What to do: Match the string "family" against each line below, and copy every line that matches.
[Entries shown Boundary: Start]
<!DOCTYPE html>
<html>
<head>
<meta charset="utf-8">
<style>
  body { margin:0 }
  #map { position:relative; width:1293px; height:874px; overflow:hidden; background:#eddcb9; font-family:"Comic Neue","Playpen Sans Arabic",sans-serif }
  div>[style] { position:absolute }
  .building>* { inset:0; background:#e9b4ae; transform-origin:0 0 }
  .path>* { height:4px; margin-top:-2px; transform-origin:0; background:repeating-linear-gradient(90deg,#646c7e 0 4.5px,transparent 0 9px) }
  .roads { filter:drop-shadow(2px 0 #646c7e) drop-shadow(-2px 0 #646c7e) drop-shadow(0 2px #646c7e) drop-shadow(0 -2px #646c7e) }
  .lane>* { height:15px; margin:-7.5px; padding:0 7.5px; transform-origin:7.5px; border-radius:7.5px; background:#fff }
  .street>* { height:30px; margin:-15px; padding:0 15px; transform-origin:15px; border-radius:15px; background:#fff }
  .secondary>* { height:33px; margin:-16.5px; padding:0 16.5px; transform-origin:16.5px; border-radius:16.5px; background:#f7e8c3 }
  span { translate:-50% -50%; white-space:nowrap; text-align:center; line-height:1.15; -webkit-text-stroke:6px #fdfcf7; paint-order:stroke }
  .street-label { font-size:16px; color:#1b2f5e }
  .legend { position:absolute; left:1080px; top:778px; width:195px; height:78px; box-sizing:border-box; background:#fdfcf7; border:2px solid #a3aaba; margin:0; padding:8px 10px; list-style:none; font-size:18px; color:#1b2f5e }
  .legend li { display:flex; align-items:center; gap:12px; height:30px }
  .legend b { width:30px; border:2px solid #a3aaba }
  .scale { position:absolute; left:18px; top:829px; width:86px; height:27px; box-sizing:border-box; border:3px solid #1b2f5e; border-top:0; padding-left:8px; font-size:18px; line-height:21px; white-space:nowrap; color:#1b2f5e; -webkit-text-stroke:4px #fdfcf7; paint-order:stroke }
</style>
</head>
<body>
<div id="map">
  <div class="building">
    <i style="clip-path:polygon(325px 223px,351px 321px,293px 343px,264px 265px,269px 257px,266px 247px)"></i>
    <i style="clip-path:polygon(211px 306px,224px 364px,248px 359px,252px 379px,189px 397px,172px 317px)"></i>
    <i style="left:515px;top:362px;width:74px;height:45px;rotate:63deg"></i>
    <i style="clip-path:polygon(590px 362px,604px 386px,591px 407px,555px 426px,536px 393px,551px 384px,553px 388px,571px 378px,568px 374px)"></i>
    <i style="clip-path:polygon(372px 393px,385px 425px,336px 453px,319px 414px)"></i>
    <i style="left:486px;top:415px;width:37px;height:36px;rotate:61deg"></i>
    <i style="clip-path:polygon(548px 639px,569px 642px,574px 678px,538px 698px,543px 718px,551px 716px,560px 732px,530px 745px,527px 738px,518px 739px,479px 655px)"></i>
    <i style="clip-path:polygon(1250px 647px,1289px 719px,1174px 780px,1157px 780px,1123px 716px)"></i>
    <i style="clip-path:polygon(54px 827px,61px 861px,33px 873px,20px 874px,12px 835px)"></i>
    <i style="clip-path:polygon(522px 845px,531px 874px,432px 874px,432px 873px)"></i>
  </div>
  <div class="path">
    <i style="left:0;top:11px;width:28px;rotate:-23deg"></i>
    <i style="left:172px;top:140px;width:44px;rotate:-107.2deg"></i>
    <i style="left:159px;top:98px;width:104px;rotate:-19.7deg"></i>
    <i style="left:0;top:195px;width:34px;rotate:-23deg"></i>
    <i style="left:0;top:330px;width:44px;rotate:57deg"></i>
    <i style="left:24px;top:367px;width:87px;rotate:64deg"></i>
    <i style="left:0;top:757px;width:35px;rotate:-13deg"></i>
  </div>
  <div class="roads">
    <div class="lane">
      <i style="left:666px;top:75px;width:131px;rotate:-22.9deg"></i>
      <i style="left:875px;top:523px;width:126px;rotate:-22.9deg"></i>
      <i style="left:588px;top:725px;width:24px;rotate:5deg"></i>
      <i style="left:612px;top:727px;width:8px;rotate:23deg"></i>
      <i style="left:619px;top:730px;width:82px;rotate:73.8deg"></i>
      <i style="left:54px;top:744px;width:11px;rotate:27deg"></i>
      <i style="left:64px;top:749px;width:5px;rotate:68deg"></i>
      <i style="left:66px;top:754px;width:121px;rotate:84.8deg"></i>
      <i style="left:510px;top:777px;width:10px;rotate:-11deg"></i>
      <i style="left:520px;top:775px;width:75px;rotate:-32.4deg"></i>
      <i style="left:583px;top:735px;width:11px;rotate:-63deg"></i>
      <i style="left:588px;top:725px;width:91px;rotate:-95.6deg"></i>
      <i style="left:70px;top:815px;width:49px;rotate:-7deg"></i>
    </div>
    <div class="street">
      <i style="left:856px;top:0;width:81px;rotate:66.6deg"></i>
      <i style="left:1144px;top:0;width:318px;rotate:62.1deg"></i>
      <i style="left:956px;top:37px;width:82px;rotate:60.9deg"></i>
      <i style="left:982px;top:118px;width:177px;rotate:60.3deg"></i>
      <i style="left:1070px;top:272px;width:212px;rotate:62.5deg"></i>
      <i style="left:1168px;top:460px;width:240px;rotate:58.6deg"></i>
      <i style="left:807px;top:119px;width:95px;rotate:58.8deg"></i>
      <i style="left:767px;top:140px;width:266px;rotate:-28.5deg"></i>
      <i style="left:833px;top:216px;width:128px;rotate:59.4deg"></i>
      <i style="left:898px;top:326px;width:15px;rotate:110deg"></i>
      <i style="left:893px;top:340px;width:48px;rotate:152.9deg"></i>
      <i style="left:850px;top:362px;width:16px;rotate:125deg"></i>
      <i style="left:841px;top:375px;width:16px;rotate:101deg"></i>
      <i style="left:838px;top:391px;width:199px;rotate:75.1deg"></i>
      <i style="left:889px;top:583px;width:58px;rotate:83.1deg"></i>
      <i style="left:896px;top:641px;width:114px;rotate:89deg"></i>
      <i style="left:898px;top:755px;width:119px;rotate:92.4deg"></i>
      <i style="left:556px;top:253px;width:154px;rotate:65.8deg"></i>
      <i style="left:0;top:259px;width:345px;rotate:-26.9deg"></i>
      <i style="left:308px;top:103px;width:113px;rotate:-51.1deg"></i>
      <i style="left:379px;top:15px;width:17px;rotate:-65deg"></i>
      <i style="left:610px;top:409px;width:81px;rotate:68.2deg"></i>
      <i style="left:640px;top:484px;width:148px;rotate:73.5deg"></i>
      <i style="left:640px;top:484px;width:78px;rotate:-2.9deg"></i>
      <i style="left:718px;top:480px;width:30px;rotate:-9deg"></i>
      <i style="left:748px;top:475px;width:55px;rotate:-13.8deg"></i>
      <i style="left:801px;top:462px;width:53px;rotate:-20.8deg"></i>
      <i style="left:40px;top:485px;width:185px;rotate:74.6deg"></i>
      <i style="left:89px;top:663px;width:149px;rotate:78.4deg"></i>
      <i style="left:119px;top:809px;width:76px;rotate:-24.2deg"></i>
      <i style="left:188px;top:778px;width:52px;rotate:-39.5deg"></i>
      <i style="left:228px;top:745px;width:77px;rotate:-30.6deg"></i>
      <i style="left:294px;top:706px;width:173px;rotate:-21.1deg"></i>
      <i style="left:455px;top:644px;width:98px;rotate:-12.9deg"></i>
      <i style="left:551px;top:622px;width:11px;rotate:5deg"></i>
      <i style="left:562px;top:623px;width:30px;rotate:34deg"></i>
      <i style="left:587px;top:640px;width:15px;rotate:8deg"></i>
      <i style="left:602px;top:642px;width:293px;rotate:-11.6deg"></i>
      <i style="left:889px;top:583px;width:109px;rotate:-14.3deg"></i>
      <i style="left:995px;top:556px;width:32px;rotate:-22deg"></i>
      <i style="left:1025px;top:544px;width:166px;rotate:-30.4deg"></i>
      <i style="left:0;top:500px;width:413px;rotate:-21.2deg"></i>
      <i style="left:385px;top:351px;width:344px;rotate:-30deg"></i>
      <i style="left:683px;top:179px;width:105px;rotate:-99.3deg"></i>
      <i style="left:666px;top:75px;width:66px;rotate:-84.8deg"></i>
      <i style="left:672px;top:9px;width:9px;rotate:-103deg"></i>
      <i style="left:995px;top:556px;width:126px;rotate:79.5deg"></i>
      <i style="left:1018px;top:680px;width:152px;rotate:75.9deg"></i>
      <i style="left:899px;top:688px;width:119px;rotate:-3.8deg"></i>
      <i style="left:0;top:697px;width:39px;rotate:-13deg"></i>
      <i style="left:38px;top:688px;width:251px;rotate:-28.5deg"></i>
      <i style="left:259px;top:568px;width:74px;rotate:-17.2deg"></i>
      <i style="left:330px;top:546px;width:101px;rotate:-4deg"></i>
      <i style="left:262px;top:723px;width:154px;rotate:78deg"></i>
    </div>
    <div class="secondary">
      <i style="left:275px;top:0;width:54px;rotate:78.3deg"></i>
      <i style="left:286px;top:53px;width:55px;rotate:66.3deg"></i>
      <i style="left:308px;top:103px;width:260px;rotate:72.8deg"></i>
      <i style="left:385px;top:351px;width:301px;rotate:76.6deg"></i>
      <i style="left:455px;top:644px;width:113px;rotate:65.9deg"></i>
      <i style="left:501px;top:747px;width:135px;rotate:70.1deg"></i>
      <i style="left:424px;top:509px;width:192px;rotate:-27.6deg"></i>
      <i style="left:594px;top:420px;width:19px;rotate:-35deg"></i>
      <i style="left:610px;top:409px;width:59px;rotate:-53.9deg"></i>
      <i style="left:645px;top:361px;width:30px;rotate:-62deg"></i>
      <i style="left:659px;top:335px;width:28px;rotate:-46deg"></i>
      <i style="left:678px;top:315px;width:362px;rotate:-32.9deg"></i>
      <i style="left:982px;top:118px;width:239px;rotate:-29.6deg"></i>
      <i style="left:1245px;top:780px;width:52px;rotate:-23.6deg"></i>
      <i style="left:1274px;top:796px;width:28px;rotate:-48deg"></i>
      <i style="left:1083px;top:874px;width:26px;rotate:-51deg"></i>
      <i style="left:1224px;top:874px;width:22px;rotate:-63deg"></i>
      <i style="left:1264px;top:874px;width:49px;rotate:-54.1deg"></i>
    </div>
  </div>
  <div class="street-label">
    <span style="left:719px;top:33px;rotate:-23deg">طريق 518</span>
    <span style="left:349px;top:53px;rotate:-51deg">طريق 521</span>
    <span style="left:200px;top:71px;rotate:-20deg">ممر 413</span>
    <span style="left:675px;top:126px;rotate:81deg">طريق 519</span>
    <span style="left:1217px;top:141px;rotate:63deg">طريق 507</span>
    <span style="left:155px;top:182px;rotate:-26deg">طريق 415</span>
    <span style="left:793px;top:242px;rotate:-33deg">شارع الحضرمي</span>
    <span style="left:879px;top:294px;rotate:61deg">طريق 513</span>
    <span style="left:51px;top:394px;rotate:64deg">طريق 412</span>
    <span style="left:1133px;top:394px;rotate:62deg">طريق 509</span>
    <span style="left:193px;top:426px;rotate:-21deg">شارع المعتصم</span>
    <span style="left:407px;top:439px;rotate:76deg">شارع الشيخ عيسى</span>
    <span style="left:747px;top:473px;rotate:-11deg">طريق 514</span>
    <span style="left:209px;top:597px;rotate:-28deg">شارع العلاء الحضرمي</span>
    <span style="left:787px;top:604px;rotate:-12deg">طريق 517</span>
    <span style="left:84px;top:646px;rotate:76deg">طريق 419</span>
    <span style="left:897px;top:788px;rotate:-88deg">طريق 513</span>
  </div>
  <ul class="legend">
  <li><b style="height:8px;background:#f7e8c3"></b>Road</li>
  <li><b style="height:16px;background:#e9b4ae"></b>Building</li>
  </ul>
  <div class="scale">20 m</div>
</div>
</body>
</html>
[Entries shown Boundary: End]
[Entries shown Boundary: Start]
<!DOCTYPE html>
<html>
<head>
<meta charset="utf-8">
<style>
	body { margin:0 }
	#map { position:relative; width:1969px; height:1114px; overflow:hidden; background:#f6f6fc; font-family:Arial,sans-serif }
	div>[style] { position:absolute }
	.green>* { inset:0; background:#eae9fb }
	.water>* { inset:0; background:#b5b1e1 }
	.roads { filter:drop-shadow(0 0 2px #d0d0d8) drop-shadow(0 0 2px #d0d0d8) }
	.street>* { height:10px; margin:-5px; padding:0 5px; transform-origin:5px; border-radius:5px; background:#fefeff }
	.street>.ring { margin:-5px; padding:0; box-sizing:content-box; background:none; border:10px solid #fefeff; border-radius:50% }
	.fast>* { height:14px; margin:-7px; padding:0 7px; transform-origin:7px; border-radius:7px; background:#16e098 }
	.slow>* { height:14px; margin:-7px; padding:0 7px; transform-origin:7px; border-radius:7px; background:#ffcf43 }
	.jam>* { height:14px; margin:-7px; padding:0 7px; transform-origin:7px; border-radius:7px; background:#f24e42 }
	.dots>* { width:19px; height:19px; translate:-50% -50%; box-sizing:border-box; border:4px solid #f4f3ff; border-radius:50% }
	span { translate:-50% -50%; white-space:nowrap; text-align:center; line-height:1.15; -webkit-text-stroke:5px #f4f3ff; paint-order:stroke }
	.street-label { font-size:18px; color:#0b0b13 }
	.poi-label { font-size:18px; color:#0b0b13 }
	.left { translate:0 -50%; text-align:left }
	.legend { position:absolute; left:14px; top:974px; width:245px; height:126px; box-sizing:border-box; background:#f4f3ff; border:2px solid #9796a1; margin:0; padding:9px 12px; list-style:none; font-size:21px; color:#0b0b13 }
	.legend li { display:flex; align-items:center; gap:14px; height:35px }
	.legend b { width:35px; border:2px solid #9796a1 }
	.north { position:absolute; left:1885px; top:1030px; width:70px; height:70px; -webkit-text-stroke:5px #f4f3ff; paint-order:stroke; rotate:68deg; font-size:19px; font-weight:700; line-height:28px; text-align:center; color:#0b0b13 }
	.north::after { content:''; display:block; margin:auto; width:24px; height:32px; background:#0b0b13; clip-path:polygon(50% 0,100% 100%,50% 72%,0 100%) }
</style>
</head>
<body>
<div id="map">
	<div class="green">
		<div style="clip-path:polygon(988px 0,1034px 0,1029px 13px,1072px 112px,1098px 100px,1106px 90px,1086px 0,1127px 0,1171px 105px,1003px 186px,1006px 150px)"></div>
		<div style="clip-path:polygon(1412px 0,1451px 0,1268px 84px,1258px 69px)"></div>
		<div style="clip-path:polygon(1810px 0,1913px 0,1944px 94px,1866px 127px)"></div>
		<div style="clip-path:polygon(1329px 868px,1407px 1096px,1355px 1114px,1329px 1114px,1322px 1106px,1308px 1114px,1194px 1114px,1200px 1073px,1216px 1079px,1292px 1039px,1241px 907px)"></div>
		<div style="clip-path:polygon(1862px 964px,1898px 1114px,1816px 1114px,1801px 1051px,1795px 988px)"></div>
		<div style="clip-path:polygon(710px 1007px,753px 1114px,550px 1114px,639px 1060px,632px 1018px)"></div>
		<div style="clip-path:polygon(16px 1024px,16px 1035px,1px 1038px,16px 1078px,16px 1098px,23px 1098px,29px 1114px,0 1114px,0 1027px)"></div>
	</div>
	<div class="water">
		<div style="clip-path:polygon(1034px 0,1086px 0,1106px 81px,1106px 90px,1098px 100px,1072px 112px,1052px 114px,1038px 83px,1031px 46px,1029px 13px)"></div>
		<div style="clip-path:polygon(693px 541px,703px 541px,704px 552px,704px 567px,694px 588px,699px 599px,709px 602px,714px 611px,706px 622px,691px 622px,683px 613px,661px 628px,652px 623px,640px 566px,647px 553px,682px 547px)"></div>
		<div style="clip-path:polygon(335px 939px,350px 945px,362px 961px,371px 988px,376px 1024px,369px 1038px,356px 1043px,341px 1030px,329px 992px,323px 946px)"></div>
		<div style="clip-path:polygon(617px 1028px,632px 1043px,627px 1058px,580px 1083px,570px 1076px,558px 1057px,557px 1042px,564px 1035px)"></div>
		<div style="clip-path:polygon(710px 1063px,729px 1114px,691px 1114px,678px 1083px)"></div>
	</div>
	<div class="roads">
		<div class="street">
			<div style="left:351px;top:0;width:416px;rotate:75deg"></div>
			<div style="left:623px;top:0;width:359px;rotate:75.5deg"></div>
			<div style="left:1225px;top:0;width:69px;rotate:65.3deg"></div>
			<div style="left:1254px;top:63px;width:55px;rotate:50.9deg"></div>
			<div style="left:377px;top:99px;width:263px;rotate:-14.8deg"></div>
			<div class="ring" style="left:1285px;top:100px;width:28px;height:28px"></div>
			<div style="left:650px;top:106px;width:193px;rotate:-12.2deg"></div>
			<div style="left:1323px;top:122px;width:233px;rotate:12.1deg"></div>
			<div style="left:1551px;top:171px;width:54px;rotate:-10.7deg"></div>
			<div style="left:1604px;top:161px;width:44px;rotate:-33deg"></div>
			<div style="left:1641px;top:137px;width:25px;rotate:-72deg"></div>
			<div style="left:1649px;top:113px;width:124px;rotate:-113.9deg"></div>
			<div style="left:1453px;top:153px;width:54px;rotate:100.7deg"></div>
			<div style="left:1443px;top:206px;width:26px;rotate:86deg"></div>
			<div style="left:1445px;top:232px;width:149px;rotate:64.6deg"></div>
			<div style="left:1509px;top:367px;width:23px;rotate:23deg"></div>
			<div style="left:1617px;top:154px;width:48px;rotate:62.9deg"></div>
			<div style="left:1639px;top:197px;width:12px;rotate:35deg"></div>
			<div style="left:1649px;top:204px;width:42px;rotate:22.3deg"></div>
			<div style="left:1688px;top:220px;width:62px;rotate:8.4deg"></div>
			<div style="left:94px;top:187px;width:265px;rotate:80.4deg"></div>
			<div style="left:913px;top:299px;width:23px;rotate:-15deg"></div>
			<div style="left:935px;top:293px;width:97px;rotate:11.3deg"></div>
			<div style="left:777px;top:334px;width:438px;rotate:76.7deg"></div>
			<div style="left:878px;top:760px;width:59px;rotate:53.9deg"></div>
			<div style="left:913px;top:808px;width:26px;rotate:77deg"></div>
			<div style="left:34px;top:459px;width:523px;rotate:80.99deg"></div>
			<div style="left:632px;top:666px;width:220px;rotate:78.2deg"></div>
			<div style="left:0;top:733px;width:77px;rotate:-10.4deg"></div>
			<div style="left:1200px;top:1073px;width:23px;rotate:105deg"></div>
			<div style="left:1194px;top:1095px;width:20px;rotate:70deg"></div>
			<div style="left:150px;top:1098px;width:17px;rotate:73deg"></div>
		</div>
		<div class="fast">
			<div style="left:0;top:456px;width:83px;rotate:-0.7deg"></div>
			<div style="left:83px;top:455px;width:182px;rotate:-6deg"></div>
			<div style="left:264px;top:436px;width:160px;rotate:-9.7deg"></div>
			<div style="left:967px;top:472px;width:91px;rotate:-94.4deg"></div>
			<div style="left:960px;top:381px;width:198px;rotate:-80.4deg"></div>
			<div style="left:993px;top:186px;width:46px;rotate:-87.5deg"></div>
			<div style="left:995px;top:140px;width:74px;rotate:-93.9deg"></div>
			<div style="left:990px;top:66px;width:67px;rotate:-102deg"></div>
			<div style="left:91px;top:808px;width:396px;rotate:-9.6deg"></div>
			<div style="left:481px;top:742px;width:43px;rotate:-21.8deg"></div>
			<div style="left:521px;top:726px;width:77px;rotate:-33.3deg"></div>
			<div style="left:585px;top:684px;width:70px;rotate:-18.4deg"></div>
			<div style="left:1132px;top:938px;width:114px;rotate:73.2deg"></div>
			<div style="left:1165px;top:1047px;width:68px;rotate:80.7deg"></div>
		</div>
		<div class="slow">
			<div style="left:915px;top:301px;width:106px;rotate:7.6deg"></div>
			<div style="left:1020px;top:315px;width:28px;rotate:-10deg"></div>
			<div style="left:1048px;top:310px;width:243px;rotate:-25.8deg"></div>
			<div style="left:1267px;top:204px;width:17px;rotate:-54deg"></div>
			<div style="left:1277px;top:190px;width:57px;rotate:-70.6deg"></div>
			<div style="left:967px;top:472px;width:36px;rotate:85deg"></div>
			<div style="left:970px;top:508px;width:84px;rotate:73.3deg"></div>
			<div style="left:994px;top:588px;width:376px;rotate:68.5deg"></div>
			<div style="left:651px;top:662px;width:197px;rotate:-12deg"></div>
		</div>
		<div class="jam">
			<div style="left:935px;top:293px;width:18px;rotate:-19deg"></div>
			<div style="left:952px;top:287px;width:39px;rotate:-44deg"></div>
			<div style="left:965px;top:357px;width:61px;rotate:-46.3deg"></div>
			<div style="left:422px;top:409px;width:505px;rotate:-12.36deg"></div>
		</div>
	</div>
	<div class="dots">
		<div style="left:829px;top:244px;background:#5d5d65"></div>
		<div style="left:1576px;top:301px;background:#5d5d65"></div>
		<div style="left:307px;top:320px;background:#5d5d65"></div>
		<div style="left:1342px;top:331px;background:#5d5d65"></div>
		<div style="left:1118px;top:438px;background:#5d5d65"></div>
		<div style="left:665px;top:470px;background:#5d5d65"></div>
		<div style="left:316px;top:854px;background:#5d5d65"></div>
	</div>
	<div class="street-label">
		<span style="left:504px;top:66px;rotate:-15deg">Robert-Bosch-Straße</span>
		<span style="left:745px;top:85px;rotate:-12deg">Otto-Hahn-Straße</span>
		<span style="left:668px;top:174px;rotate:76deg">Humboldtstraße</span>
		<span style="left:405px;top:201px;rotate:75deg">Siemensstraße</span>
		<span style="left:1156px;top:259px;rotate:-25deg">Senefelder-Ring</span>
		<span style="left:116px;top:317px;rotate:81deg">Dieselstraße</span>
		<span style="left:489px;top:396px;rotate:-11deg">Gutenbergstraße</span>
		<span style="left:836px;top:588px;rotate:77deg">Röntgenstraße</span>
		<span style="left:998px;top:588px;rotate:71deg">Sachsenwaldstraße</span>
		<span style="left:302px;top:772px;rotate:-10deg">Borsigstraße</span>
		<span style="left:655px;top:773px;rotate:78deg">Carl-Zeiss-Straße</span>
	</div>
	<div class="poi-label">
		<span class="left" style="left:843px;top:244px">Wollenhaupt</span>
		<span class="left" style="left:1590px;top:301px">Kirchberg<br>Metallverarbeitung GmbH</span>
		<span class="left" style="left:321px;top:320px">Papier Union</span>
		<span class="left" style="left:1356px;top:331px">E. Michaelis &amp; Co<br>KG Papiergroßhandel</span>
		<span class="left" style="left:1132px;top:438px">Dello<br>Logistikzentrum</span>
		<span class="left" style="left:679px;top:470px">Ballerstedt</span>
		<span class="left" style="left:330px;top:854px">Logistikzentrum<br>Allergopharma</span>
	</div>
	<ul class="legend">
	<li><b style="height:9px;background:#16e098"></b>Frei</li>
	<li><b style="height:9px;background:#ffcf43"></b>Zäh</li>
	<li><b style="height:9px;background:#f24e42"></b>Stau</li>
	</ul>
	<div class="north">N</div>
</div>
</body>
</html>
[Entries shown Boundary: End]
Task result:
  #map { position:relative; width:1293px; height:874px; overflow:hidden; background:#eddcb9; font-family:"Comic Neue","Playpen Sans Arabic",sans-serif }
	#map { position:relative; width:1969px; height:1114px; overflow:hidden; background:#f6f6fc; font-family:Arial,sans-serif }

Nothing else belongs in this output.